Supplied material:
• • •
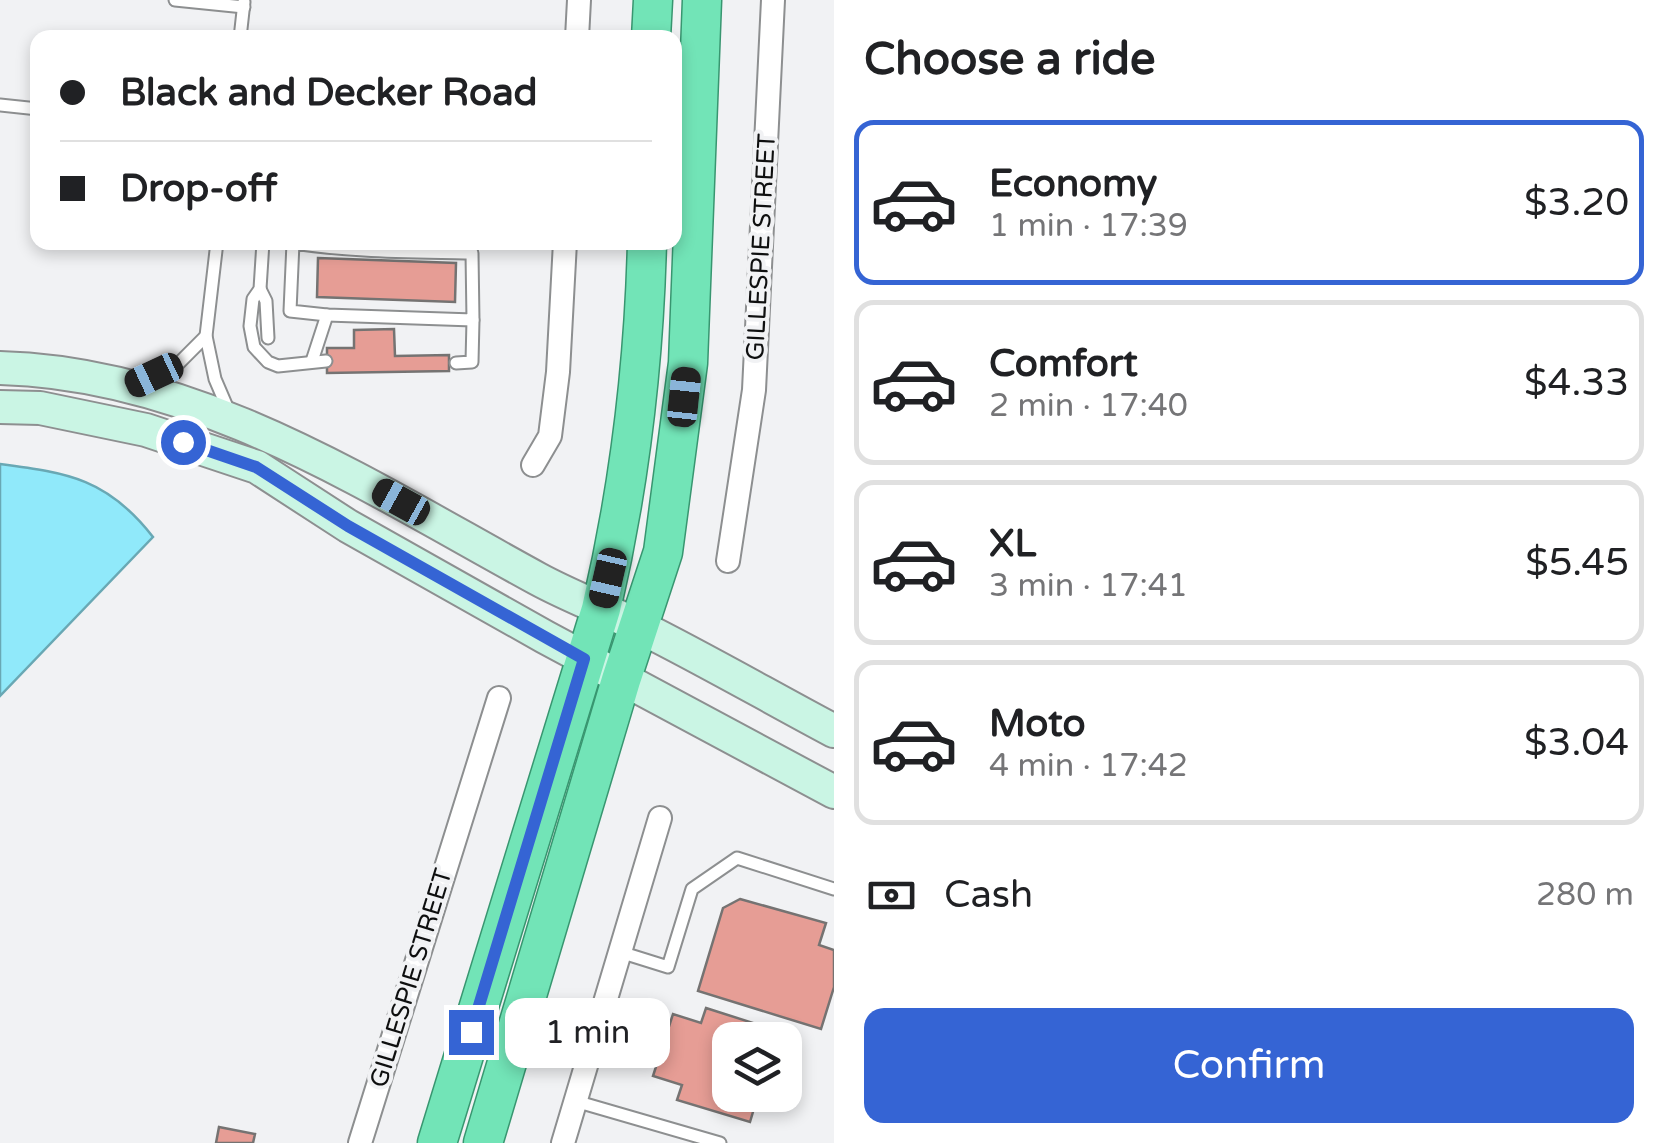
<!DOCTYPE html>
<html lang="en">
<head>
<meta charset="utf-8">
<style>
  :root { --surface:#fff; --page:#f2f2f2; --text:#202124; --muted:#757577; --line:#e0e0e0; --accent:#3564d4 }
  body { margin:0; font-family:"Varela Round",sans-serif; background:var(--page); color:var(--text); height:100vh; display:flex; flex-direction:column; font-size:38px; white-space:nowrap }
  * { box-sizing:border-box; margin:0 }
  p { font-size:32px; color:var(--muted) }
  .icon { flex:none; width:55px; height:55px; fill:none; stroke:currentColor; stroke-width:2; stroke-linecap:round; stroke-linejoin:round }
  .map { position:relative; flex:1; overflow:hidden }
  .sheet { display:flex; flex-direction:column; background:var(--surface); width:830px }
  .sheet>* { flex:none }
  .banner { position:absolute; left:30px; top:30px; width:652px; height:220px; border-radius:20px; box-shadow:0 5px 15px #0003; display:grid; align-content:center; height:220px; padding:0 30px; background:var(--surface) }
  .controls { position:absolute; left:712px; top:1022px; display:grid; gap:20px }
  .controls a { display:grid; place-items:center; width:90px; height:90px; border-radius:20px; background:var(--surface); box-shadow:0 5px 15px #0003; font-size:50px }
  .end { position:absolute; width:45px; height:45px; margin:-22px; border:12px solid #3564d4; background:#fff; box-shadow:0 0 0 5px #fff }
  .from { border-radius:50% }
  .bubble { position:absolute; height:70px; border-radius:20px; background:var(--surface); box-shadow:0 5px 15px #0003; font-size:32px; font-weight:600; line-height:70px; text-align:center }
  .car { position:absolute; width:30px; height:60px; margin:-30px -15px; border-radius:12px; box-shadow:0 0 8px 2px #0007; background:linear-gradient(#222 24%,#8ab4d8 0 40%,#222 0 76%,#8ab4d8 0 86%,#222 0) }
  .banner b { display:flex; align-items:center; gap:35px; height:95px; font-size:38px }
  .banner b+b { border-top:2px solid var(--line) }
  .banner i { width:25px; height:25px; background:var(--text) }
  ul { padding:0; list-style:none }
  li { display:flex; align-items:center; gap:30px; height:165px; margin:0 20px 15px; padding:0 10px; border:5px solid var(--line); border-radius:20px }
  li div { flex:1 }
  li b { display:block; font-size:38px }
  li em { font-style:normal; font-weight:600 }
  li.current { border-color:var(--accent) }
  li>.icon { width:90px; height:90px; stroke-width:1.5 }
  h2 { padding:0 30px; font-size:45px; line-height:120px }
  .pay { display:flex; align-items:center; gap:25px; height:110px; padding:0 30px; font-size:38px }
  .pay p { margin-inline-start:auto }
  .primary-button { display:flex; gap:20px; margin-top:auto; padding:20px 30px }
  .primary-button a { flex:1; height:115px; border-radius:20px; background:var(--accent); color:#fff; font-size:40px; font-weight:600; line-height:115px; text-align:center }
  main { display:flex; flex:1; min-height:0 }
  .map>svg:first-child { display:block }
  .water { fill:#90e9fa; stroke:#69a8b4; stroke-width:2.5 }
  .building { fill:#e69d95; stroke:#757372; stroke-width:2.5 }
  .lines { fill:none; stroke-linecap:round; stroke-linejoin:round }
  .service-casing { stroke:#8d8f90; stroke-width:15 }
  .minor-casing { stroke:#8d8f90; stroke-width:26 }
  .secondary-casing { stroke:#8d8f90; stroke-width:36 }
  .trunk-casing { stroke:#389670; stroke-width:41 }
  .service { stroke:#fff; stroke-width:11 }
  .minor { stroke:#fff; stroke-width:22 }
  .secondary { stroke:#caf5e4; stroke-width:32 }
  .trunk { stroke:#72e4b7; stroke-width:38 }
  .route { stroke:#3564d4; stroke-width:12 }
  .labels { text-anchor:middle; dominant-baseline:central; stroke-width:8; stroke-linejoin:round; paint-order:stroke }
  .street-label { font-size:25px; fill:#0e0f0f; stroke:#f1f2f4 }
</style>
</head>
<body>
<main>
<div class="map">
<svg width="834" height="1143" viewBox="0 0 834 1143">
  <rect width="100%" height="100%" fill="#f1f2f4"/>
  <path class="water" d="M0,464C69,473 108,479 153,537L0,696Z"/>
  <g class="building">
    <polygon points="318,258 456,263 455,302 317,297"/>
    <polygon points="394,329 395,356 449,355 449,371 327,373 327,348 354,348 354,330"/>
    <polygon points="740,899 826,923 819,945 834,950 834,987 821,1029 698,991 723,908"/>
    <polygon points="706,1008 778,1031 775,1040 730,1040 730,1095 758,1095 750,1122 677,1100 682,1085 653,1076 673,1014 701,1023"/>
    <polygon points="219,1127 255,1134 253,1143 216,1143"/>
  </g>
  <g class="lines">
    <g class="service-casing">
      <g id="service">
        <polyline points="175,0 244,7"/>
        <polyline points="240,38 244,2"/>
        <polyline points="0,105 38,109"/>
        <polyline points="217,242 206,336 215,379 230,414"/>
        <polyline points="263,242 260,289 253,299 250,326 254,347 268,362 278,366 326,361"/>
        <path d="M288,242C349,252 410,252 472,253L473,320L327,315L290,311L293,243"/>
        <polyline points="260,289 266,301 268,338"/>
        <polyline points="312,361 327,315"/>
        <polyline points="456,363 472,362 473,320"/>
        <polyline points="141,381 178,364 206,336"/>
        <polyline points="620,952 668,967 692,889 737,858 834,889"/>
        <polyline points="575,1101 720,1143"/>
      </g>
    </g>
    <g class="minor-casing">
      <g id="minor">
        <polyline points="577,38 579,0"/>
        <polyline points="533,465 550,436 558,372 565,242"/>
        <polyline points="728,561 754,390 773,0"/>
        <polyline points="360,1143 499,698"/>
        <polyline points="563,1143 660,818"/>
      </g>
    </g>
    <g class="secondary-casing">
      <g id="secondary">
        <path d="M0,368C198,373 369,487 538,579C571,597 607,610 640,627C706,660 770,697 834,731"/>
        <polyline points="0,407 40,408 146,430 257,467 348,526 545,637 834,792"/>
      </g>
    </g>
    <g class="trunk-casing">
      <g id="trunk">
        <polyline points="651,38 653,0"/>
        <path d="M437,1143L601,609C629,489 644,365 647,242"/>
        <polyline points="483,1143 621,680 663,552 688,363 702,0"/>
      </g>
    </g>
    <use href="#service" class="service"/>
    <use href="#minor" class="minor"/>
    <use href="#secondary" class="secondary"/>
    <use href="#trunk" class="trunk"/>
  </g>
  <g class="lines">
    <polyline class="route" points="183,442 256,467 348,526 584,659 471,1032"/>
  </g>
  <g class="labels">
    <g class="street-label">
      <text transform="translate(761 247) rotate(-87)">GILLESPIE STREET</text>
      <text transform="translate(411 978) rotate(-73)">GILLESPIE STREET</text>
    </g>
  </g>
</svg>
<div class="controls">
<a><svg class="icon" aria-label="layers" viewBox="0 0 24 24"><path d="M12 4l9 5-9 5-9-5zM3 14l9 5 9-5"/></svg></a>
</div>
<i class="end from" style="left:183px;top:442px"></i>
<i class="end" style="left:471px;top:1032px"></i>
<div class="bubble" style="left:505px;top:998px;width:165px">1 min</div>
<i class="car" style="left:154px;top:375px;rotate:245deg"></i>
<i class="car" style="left:684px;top:397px;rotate:6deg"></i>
<i class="car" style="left:401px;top:502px;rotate:299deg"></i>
<i class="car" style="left:608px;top:578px;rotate:193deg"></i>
<div class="banner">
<b><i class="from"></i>Black and Decker Road</b>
<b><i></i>Drop-off</b>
</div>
</div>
<section class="sheet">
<h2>Choose a ride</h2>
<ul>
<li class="current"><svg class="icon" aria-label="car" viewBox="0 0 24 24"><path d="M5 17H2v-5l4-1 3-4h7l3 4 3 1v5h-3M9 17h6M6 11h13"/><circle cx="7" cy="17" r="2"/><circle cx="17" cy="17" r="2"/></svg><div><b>Economy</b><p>1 min · 17:39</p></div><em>$3.20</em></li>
<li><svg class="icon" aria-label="car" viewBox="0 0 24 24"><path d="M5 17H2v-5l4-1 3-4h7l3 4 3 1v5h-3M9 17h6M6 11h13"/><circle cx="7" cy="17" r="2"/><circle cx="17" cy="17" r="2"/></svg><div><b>Comfort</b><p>2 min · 17:40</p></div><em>$4.33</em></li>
<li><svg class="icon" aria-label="car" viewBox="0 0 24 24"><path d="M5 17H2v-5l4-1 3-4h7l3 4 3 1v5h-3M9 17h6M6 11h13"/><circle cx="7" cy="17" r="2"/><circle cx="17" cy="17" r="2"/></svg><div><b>XL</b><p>3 min · 17:41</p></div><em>$5.45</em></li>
<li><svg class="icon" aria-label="car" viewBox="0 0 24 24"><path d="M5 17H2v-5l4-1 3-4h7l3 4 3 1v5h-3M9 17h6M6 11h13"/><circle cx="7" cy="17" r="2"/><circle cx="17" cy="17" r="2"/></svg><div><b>Moto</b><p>4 min · 17:42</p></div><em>$3.04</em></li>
</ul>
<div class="pay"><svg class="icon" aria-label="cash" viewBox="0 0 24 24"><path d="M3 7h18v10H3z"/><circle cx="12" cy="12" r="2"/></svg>Cash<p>280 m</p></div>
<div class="primary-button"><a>Confirm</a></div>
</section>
</main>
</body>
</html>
• • •
Assignment: Could the lines from the top of the material through the line with "--surface:#fff; --page:#f2f2f2; --text:#202124;" be repeated exactly, pictures left out?

Answer section:
<!DOCTYPE html>
<html lang="en">
<head>
<meta charset="utf-8">
<style>
  :root { --surface:#fff; --page:#f2f2f2; --text:#202124; --muted:#757577; --line:#e0e0e0; --accent:#3564d4 }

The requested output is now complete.